YOUR ASSIGNMENT → Collect the lines of the entries where "circle" shows up.

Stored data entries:

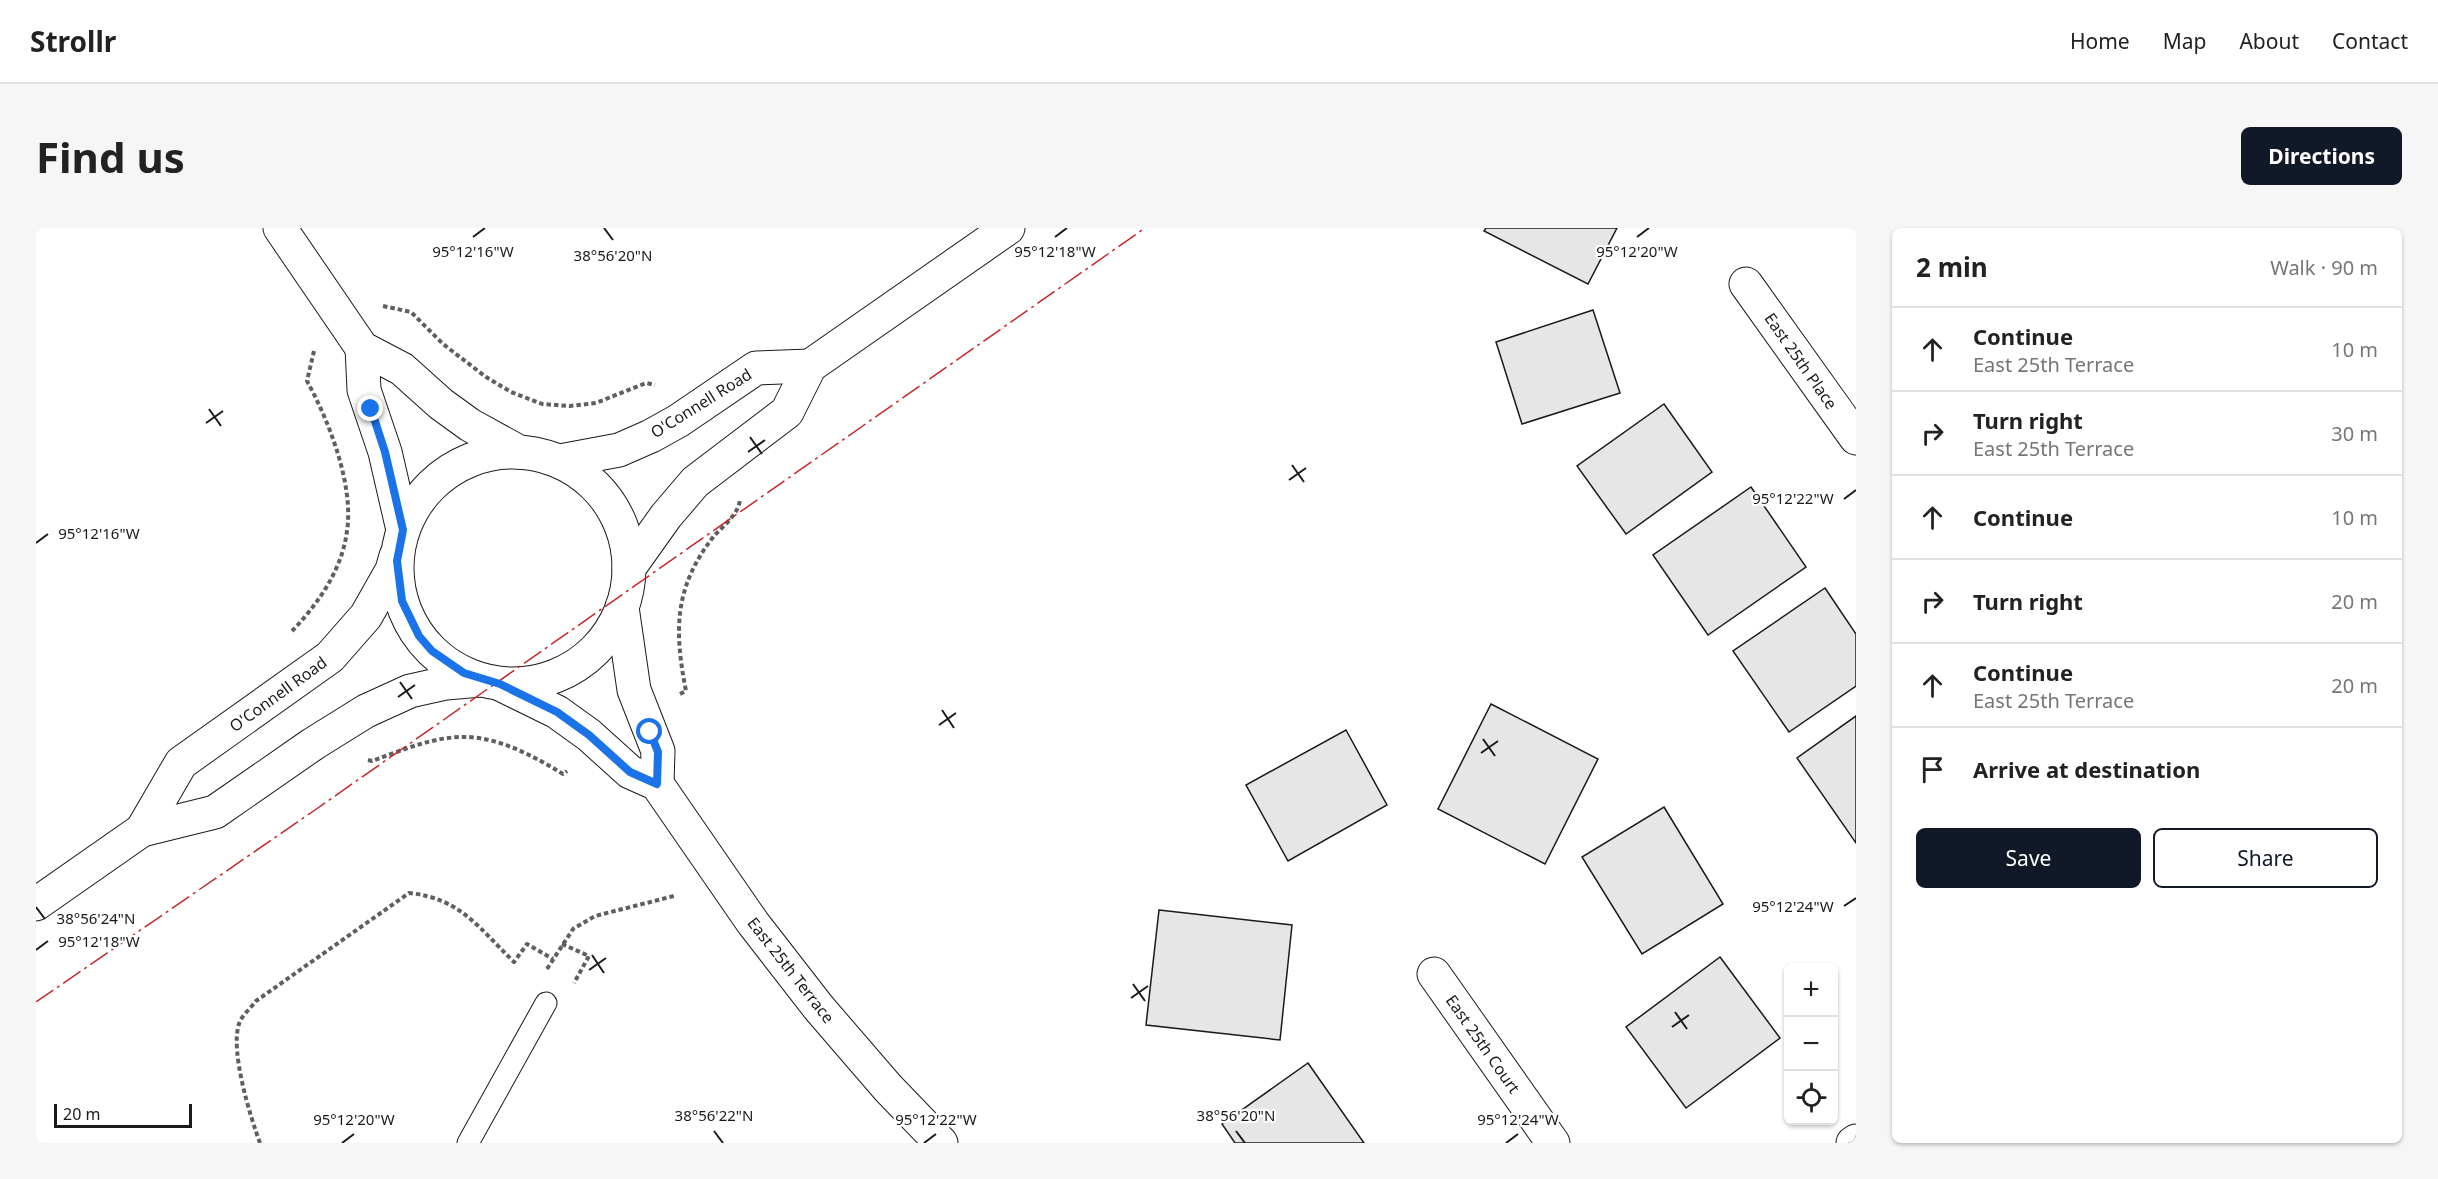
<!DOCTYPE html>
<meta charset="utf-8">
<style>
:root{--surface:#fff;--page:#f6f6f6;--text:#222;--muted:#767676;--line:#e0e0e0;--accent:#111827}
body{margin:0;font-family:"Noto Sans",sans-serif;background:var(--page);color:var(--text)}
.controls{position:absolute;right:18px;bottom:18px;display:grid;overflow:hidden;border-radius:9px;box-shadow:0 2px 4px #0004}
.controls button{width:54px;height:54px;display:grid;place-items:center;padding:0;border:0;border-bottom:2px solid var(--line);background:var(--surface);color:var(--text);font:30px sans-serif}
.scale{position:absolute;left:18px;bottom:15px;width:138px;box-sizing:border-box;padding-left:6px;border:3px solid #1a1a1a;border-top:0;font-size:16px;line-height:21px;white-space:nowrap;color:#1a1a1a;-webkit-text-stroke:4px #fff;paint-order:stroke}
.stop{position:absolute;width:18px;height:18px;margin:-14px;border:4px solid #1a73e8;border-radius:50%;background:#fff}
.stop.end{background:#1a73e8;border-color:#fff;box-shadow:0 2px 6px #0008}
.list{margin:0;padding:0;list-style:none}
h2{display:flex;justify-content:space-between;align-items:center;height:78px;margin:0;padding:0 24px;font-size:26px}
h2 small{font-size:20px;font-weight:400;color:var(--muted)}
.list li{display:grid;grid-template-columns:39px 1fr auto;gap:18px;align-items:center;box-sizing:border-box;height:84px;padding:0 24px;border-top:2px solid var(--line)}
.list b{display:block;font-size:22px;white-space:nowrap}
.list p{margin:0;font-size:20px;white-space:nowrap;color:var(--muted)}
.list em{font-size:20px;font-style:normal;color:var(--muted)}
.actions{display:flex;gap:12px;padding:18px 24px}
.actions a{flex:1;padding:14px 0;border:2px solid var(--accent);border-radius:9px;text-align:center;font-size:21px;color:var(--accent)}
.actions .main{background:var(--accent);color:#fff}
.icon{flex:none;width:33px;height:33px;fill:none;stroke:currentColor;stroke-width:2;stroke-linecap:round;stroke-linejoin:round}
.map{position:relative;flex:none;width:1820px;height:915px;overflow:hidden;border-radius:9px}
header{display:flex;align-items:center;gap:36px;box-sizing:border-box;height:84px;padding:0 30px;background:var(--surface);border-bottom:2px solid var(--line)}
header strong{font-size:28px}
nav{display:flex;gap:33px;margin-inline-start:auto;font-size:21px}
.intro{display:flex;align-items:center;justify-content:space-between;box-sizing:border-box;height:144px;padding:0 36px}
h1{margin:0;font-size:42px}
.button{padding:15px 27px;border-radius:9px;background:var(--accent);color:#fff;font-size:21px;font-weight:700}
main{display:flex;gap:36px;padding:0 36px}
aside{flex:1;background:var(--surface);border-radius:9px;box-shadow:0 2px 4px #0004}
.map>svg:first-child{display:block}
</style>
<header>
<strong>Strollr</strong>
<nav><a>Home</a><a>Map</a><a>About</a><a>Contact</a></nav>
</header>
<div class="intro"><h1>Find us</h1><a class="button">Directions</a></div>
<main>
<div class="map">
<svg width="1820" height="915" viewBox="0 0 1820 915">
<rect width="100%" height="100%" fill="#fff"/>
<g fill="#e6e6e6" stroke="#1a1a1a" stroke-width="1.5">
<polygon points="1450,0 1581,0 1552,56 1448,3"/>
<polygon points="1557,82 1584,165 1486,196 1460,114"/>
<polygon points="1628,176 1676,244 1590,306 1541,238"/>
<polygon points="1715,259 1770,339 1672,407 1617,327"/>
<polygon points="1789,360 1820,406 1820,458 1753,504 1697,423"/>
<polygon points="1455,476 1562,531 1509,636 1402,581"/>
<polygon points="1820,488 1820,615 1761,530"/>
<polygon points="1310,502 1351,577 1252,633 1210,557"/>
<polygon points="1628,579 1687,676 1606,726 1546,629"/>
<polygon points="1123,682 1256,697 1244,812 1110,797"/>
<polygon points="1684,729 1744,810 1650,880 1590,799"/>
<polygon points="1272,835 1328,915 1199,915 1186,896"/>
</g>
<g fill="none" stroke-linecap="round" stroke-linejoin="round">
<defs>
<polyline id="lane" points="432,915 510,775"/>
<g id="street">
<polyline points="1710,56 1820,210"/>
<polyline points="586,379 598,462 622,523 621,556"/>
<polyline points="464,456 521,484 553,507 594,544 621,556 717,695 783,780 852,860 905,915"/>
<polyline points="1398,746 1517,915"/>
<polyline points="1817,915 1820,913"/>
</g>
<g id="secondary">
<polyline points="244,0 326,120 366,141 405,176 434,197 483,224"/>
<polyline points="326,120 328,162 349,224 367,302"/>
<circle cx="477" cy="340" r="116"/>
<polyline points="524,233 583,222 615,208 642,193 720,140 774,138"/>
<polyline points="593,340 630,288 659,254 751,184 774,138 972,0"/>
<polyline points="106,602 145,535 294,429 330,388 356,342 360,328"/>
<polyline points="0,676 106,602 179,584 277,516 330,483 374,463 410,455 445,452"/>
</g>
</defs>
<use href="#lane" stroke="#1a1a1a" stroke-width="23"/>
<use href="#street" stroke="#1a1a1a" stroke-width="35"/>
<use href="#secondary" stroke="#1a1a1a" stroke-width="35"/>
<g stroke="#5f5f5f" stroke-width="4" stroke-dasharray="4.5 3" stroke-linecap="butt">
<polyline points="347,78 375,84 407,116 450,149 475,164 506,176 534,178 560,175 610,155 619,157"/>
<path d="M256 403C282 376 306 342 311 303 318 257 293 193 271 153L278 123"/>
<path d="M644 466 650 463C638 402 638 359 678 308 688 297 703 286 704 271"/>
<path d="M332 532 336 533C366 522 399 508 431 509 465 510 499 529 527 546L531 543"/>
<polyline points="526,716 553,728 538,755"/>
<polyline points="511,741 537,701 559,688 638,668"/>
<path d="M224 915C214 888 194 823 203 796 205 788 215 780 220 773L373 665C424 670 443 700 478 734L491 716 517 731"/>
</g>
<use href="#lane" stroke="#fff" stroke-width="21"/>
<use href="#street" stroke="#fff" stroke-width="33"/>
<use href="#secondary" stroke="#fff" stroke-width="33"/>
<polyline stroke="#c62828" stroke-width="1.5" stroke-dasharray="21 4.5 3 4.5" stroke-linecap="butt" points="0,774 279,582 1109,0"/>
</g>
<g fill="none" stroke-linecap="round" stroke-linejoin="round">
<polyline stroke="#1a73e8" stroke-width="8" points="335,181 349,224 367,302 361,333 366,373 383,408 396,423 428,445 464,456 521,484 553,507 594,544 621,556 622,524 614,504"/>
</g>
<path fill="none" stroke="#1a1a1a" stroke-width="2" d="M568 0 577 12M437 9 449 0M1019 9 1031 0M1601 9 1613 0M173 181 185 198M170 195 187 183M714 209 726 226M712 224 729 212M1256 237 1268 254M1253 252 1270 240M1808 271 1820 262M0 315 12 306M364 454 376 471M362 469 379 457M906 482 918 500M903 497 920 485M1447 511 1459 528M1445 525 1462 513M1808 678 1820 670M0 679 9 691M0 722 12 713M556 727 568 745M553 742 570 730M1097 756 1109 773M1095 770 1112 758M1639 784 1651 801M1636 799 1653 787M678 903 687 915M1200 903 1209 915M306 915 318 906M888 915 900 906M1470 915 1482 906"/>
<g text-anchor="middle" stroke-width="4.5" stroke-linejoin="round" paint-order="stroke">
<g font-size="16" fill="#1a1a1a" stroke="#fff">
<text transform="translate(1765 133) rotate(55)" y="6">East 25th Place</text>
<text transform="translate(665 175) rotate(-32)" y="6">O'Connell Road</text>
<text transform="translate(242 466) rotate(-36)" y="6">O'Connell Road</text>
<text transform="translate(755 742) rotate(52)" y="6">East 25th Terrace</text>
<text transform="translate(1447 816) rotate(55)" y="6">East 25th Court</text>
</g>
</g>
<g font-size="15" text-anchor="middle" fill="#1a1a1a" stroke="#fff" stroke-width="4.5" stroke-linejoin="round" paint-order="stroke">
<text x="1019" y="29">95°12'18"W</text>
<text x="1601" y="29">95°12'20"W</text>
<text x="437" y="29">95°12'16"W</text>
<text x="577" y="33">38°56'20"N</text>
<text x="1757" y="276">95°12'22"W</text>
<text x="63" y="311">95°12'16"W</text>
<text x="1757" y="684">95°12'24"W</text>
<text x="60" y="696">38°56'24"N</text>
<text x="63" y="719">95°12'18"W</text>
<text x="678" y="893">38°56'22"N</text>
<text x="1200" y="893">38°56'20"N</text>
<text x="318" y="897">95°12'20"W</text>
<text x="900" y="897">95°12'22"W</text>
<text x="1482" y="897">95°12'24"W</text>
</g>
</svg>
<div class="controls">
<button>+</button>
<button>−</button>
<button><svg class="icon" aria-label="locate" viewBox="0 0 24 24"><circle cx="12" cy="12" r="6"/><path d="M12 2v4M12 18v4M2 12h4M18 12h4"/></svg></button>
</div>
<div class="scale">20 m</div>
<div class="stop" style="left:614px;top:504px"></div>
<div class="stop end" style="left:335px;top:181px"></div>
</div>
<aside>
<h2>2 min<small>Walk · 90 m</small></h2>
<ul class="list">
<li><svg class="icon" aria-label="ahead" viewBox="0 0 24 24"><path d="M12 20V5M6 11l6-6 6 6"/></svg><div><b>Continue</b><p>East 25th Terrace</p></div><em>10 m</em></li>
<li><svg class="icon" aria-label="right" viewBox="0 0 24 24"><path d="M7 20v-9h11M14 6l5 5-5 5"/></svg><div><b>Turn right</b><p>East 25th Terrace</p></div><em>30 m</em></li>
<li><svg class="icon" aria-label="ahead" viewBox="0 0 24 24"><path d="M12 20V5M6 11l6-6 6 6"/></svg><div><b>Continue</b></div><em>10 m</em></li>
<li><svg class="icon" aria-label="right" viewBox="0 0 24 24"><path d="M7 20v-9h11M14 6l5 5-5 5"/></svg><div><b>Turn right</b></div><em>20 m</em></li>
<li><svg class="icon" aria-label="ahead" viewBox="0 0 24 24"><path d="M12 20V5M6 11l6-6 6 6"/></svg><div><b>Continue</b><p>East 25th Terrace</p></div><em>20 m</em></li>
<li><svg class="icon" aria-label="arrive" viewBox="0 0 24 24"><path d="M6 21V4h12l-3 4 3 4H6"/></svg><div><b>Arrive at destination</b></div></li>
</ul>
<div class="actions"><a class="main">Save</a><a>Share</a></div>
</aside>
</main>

YOUR RESPONSE →
<circle cx="477" cy="340" r="116"/>
<button><svg class="icon" aria-label="locate" viewBox="0 0 24 24"><circle cx="12" cy="12" r="6"/><path d="M12 2v4M12 18v4M2 12h4M18 12h4"/></svg></button>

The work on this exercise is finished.